Inspiration

We wanted a fully automated way to turn long, unstructured videos into concise, human‑quality highlights without manual editing. This is especially useful during live sports streams, where human can just review the generated highlights and adjust it to their needs, instead of being glued to the stream but this system works for just about any given video.
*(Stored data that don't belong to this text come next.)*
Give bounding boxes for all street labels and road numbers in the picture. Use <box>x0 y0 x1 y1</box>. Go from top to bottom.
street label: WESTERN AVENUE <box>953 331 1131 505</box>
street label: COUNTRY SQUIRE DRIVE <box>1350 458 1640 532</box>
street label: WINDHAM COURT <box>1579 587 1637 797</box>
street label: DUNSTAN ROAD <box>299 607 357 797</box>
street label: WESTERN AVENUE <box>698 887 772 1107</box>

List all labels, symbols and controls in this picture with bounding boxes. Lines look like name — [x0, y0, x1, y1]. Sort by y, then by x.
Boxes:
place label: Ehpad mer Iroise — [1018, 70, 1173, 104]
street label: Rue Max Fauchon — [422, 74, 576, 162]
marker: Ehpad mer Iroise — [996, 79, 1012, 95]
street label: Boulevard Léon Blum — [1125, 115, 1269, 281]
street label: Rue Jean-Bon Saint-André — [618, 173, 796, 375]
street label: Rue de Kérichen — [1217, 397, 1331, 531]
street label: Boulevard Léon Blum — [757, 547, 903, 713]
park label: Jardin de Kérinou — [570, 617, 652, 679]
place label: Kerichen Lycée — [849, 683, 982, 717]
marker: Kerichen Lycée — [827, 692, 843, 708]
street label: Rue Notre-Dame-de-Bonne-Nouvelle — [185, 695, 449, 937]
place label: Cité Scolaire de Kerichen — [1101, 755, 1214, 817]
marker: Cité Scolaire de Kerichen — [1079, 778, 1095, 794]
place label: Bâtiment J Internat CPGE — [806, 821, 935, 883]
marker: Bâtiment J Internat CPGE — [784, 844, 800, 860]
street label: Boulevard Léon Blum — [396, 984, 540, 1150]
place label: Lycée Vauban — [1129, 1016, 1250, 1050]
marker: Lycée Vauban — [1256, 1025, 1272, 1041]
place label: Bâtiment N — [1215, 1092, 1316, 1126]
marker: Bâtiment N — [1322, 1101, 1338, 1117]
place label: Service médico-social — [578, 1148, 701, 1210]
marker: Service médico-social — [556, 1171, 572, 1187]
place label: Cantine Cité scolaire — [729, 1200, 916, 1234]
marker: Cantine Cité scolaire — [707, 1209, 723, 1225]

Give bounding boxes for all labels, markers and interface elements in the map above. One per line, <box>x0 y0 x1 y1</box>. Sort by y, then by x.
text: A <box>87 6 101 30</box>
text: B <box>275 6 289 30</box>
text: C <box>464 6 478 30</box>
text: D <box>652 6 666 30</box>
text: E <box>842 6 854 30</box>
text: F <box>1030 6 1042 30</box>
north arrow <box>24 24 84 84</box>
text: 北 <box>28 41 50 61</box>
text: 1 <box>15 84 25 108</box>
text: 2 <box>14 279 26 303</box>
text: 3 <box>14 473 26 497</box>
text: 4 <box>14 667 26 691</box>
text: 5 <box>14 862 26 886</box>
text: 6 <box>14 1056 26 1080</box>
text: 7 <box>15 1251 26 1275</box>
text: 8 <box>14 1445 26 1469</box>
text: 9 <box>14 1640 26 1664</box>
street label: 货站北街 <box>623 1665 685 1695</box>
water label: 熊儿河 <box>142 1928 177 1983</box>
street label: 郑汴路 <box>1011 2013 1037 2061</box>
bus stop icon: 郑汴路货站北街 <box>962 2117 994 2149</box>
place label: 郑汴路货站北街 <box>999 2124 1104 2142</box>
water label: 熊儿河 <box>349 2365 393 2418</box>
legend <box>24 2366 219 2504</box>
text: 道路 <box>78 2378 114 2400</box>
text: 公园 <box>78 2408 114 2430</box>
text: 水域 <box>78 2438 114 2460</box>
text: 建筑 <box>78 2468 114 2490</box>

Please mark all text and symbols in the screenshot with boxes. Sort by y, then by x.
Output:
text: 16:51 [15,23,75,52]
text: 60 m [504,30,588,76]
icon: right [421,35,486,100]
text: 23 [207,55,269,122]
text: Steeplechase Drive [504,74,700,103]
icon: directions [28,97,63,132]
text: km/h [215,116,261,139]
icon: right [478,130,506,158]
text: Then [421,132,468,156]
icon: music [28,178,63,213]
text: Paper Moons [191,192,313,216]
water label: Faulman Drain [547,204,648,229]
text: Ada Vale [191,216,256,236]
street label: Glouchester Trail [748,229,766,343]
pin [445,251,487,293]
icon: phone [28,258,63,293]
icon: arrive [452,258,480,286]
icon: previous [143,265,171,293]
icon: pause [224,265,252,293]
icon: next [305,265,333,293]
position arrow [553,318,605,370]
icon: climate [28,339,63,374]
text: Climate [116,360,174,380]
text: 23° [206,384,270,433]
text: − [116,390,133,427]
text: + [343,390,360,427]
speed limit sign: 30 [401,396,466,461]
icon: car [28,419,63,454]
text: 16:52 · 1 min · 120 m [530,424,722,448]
Two principles guided us: (1) keep the core pipeline deterministic and streaming‑friendly, and (2) Add enough LLM intelligence to make highlights feel intentional and human.

What it does

  • Takes in a video/stream URL from the user
  • Samples video frames, chunks audio, and transcribes speech
  • Creates a relevancy score of these chunked 5‑second candidate clips using visual motion + LLM caption/score via AWS Bedrock.
  • Groups related clips into longer highlight spans with titles.
  • Runs an agentic refinement pass: the LLM plans one bounded action (keep / topic‑snap / scene‑snap / micro‑adjust), then clamps edge of the highlight based on values from topic boundaries detection and scene detection
  • Writes final highlights (start/end, title, caption, thumbnail, reason) back to metadata.

How we built it

  • Media: PyAV for demuxing, PIL/OpenCV for frames.
  • Storage/Compute: Lambda accepts video URL from user and submits to AWS Batch, Batch then streams the video converts into frames/WAVs and performs the necessary processing, S3 for storing input video, Aurora MySQL for highlight and other metadata.
  • Speech: Amazon Transcribe Streaming
  • LLMs: Amazon Bedrock (Claude) for per‑clip caption/score, grouping adjacent highlights and boundary snapping agent.
  • Boundaries: TextTiling over transcript words (topic changes) + frame‑based scene detection (HSV histogram distance).
  • Orchestration: Serverless for deployment.

Challenges we ran into

  • Boundary realism: Balancing transcript cues (don’t cut mid‑word) with visual cuts (don’t cut mid‑action).
  • LLM reliability: Throttling and occasional bad JSON; we added retries, strict schemas, and deterministic fallbacks.
  • Guardrails: Preventing tiny or very long results, avoiding start/end crossing, and capping how far edges can move from the grouped span.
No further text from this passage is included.